There is one place in Victoria that has the most dense concentration of alleged hauntings and that’s Bastion Square, right in the heart of downtown. By day, this square is a picturesque cobbled, heritage square complete with patios, modern art installation and harbour view – but it wasn’t always this way. In 1843, the Hudson Bay Trading Company established a trading post in the heart of Camosun, known today as Victoria, right in the site of Bastion Square. Since then, the square has been the site of murders, hangings and prisoners and was later established as the beautiful pedestrian mall we see today.
45 Bastion Square, Victoria, BC V8W 1J1
This hip cocktail bar, the site of the long standing restaurant Camille’s is said to have two spirits Brady and Charlotte or Lady Churchill. As the story goes, the two were very much in love and one night, they were supposed to meet but Brady got into a raucous bar fight that ended in him being brutally murdered. Since then it has been said that they will come back to that spot to be together once again. When they’re around, waitstaff and patrons have reported experiencing a strong smell of cigar smoke and perfume.
1140 Government St, 69 Bastion Square, Victoria, BC V8W 1Y2
Since it opened its doors right at the entrance of Bastion Square in 1867, the Garrick Head has been a popular drinking spot for Victorians and remains so today! It’s reported that on cold nights, when the pub is quiet and the streets are dark, a man appears by the fire. Always with his back to you, you’ll look and he’s there, look again, and he’s gone. This man is said to be Michael Powers, the pub’s owner in the early 1900’s who was mysteriously murdered over 100 years ago…

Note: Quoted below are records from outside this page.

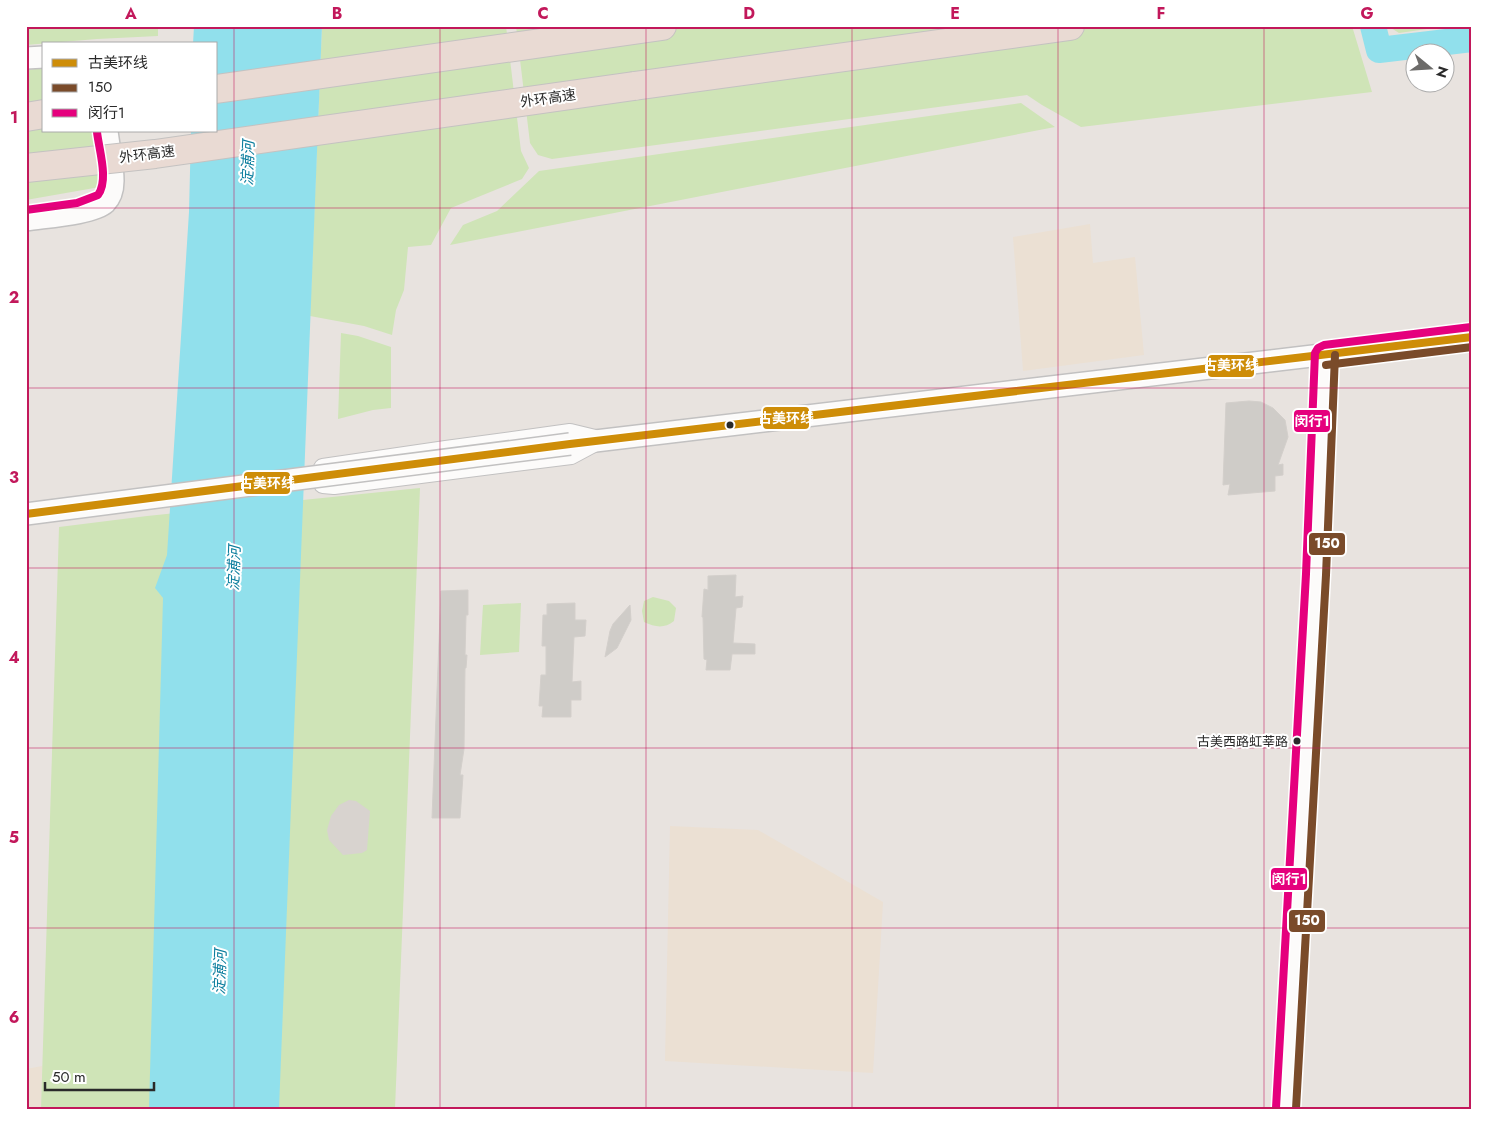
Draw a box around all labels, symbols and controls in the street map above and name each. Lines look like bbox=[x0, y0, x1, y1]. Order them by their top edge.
text: A bbox=[124, 2, 137, 25]
text: B bbox=[332, 2, 342, 25]
text: C bbox=[537, 2, 549, 25]
text: D bbox=[743, 2, 755, 25]
text: E bbox=[950, 2, 960, 25]
text: F bbox=[1157, 2, 1165, 25]
text: G bbox=[1360, 2, 1374, 25]
legend bbox=[42, 42, 218, 132]
north arrow bbox=[1406, 42, 1456, 92]
text: 古美环线 bbox=[88, 52, 148, 74]
text: N bbox=[1431, 64, 1454, 80]
text: 150 bbox=[88, 76, 112, 98]
street label: 外环高速 bbox=[519, 84, 577, 112]
text: 闵行1 bbox=[88, 102, 125, 124]
text: 1 bbox=[10, 106, 18, 129]
water label: 淀浦河 bbox=[236, 137, 260, 186]
street label: 外环高速 bbox=[118, 141, 176, 167]
text: 2 bbox=[9, 286, 19, 309]
line badge: 古美环线 bbox=[1207, 354, 1255, 378]
text: 古美环线 bbox=[1203, 355, 1259, 375]
line badge: 古美环线 bbox=[762, 406, 810, 430]
text: 古美环线 bbox=[758, 408, 814, 428]
line badge: 闵行1 bbox=[1293, 409, 1331, 433]
text: 闵行1 bbox=[1294, 411, 1330, 431]
unlabelled marker bbox=[725, 420, 735, 430]
text: 3 bbox=[9, 466, 19, 489]
line badge: 古美环线 bbox=[243, 471, 291, 495]
text: 古美环线 bbox=[239, 473, 295, 493]
line badge: 150 bbox=[1308, 532, 1346, 556]
text: 150 bbox=[1314, 533, 1340, 553]
water label: 淀浦河 bbox=[222, 542, 246, 591]
text: 4 bbox=[8, 646, 20, 669]
place label: 古美西路虹莘路 bbox=[1197, 732, 1288, 751]
marker: 古美西路虹莘路 bbox=[1292, 736, 1302, 746]
text: 5 bbox=[9, 826, 19, 849]
line badge: 闵行1 bbox=[1270, 867, 1308, 891]
text: 闵行1 bbox=[1271, 869, 1307, 889]
line badge: 150 bbox=[1288, 909, 1326, 933]
text: 150 bbox=[1294, 910, 1320, 930]
water label: 淀浦河 bbox=[208, 946, 232, 995]
text: 6 bbox=[9, 1006, 19, 1029]
scale bar bbox=[45, 1060, 154, 1092]
text: 50 m bbox=[52, 1066, 86, 1088]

Bastion Square has always been a place that drew crowds. But long before it was a beautiful pedestrian mall that drew crowds of visitors and locals to it’s patios and markets, it was the site of the city prison and drew crowds that were there to watch public hangings. These macabre displays would draw hundreds of people and while some of the bodies were identified and claimed for burial with friends and family, many weren’t and those people were buried right there, in Bastion Square. As time went on, these bodies have had buildings erected over them, some have even been recovered as construction took place. Helmcken Alley in particular was where the prisoners were led from the jail to the gallows and people have reported hearing rattling chains and seeing someone following them out of the corner of their eye if they walk through the alley at night.
Bastion Square, Victoria, BC V8W 1H9
It’s not surprising that one of the most haunted places is located right in Bastion Square! Built in 1889, the Old Courthouse was the first concrete building in Victoria and is said to be haunted by none other than “The Hanging Judge” (a moniker that may not have been entirely deserved) Judge Matthew Begbie, himself. In life, he was known for his no-nonsense approach to upholding the law in the early days of Victoria’s colonization and was reportedly a staunch defender of Chinese and Aboriginal rights. To all historical accounts, he was tough but fair in his rulings. He was also prone to hyperbole when it came to airing his opinion which may have been a way for him to disseminate the message throughout the Province that he, and the laws of British Columbia, were not to be trifled with. During his tenure, he held court for over 50 murder trials, 27 of which ended in the sentence of death by hanging.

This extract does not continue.